Çelik, besin alerjisine neden olabilen yaklaşık 170 besin olduğunu hatırlatarak, şöyle devam etti:
“Ancak alerjik olayların yüzde 90’ını süt proteinleri, yumurta proteinleri, soya, kabuklu deniz eserleri, ağaç fıstıkları, yer fıstığı, ceviz, susam, kimi meyve ve sebzeler ile bunların polenleri ve buğday proteinleri polen-besin alerjisini oluşturur. Balık ve kabuklu deniz eserleri de dahil olmak üzere et çeşitleri ve baharatlara karşı da alerji gelişebildiği bilinmektedir. Hatta birtakım insanlarda yapılan ağır antrenmanın bile besin ile ilgili alerjik sorunları tetikleyebileceği ve/veya şiddetlendireceği bilinir. Üstelik bu durum besin ile alakalı idman anafilaksisine de neden olabilmektedir.”

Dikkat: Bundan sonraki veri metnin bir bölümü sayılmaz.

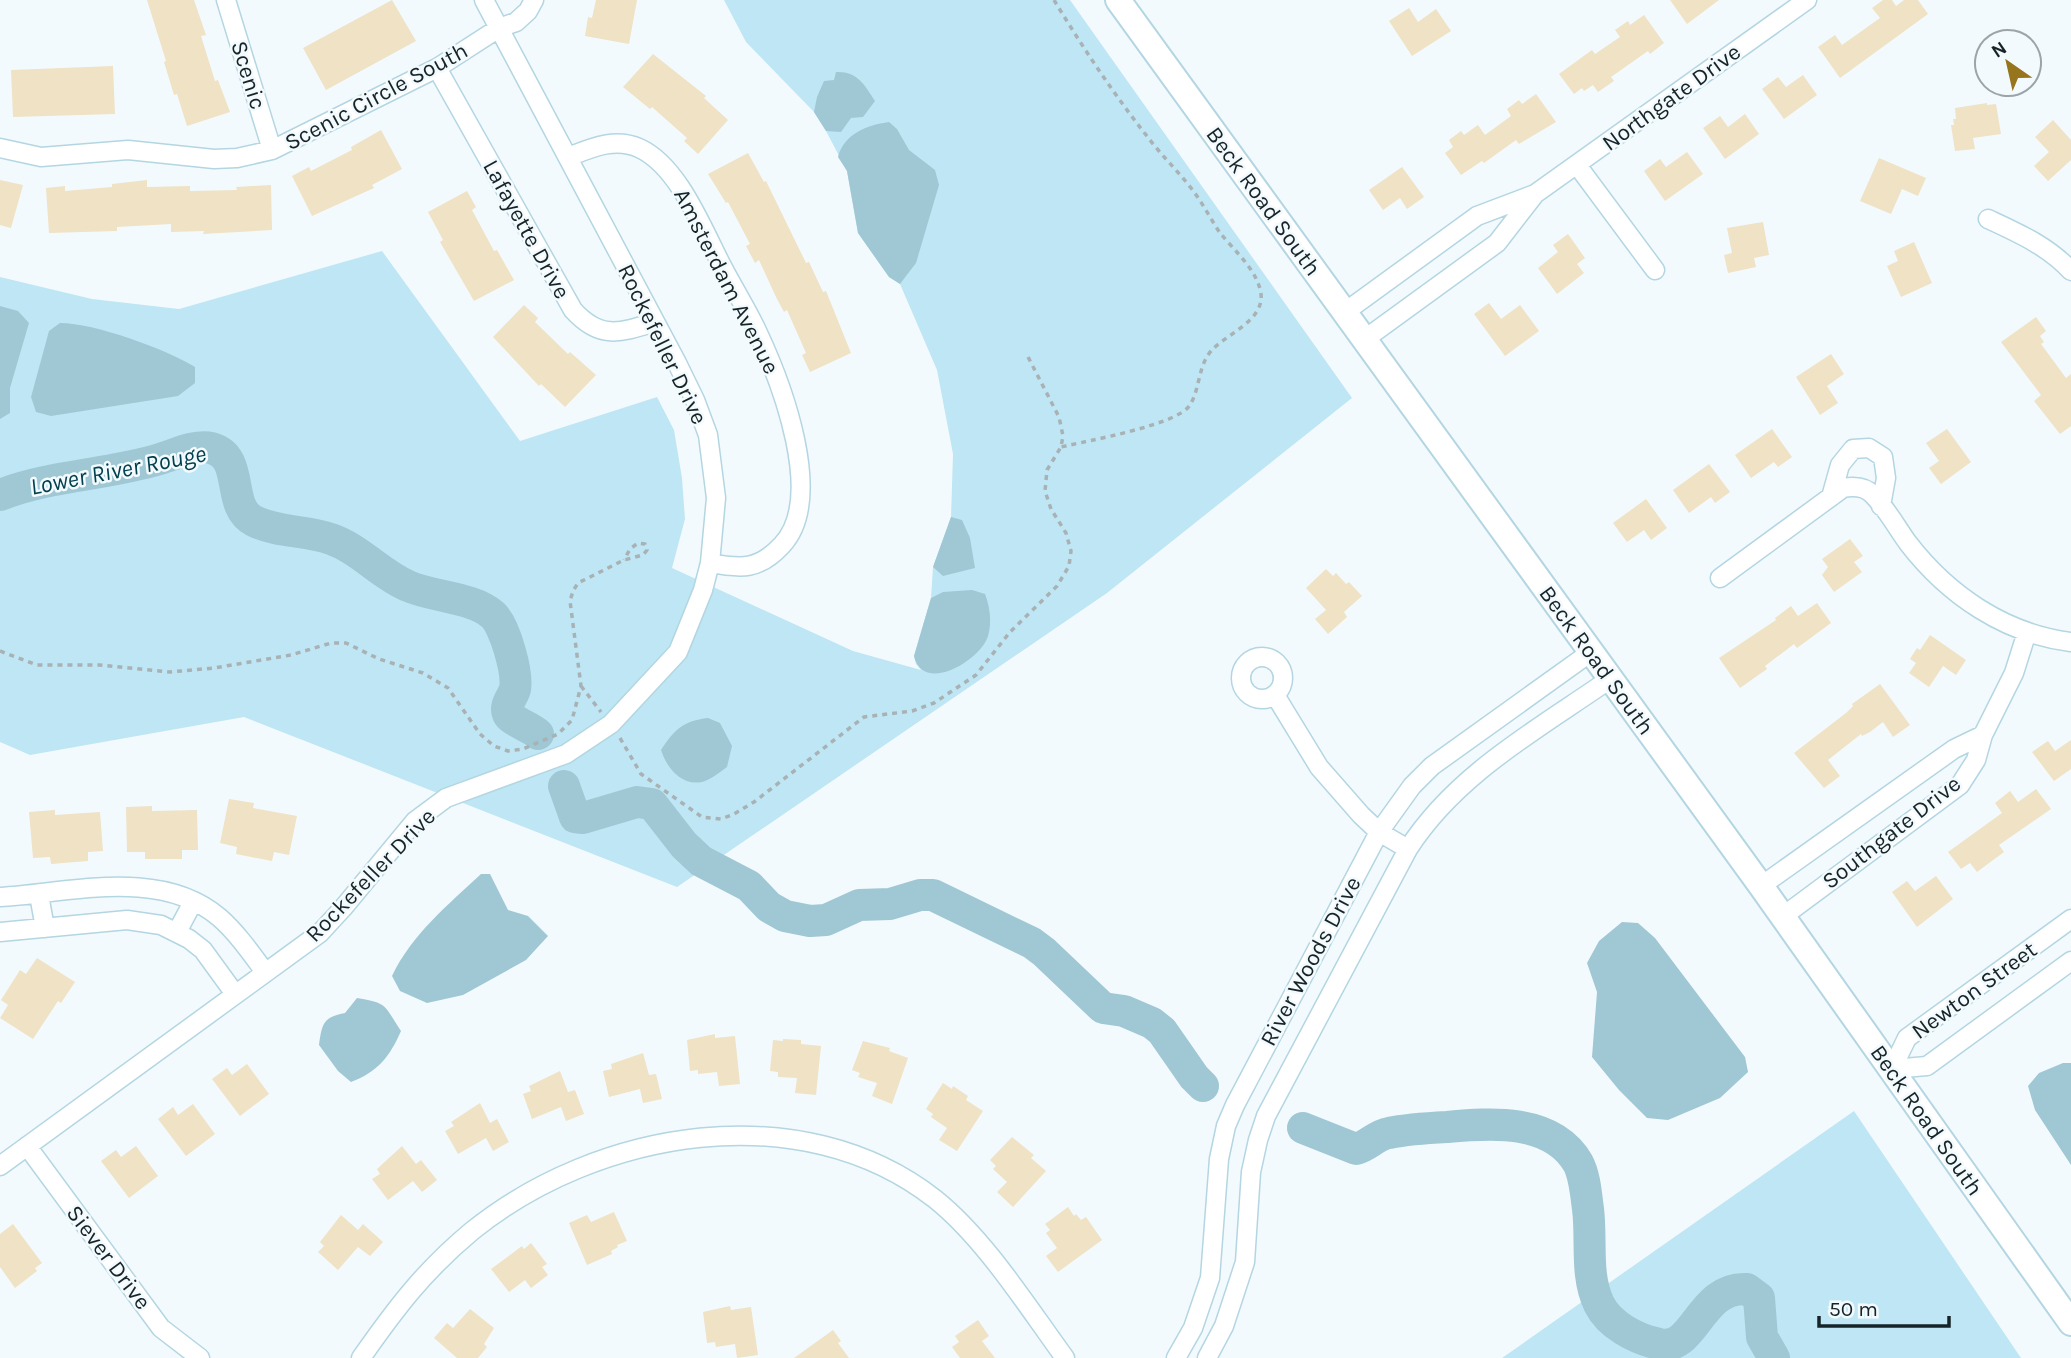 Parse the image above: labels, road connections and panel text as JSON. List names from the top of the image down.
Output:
{
  "streets": {
    "main road": ["Beck Road South"],
    "street": [
      "Scenic",
      "Scenic Circle South",
      "Northgate Drive",
      "Lafayette Drive",
      "Amsterdam Avenue",
      "Rockefeller Drive",
      "Southgate Drive",
      "River Woods Drive",
      "Newton Street",
      "Siever Drive"
    ]
  },
  "crossings": [
    ["Scenic", "Scenic Circle South"],
    ["Scenic Circle South", "Lafayette Drive"],
    ["Scenic Circle South", "Rockefeller Drive"],
    ["Northgate Drive", "Beck Road South"],
    ["Beck Road South", "Southgate Drive"],
    ["Beck Road South", "River Woods Drive"],
    ["Beck Road South", "Newton Street"],
    ["Lafayette Drive", "Rockefeller Drive"],
    ["Amsterdam Avenue", "Rockefeller Drive"],
    ["Rockefeller Drive", "Siever Drive"]
  ],
  "water": ["Lower River Rouge"],
  "scale_bar": "50 m",
  "north": "top left"
}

Özellikle bebeklik ve erken çocukluk periyodunda görülen besin alerjilerinin kıymetli bir kısmı süt ve süt eserleri proteini kaynaklı olduğunu söz eden Çelik, bu durumun varlığında şayet bebek yalnızca anne sütü alıyor ise bu besinlerin annenin diyetinden bile çıkarılması gerekebileceğini belirtti.
BESİNLERE KARŞI ALERJİDE 100 ÇOCUKTAN 8’İNİ ETKİLER
Çelik, anne sütü alımı yoksa bu eserlerin sırf bebeğin ya da çocuğun diyetinden çıkarılması gerektiğini tabir ederek, “Besinlere karşı gelişen alerji, doğan her 100 çocuğun yalnızca sekizini tesirler. Neyse ki yetişkin hayatlarında bu çocukların yaklaşık dördünde alerjiler devam ederken, dördünde sönümlenir. Alerji riski taşıyan bireylerin erken yaşta alerji testlerinin yapılması değerli. Alerjene birinci maruziyet bağışıklık sistemini harekete geçirmez, lakin daha sonraki maruziyetlerde IgE antikorları devreye girerek alerjik tepkilere neden olabilir.” açıklamasında bulundu.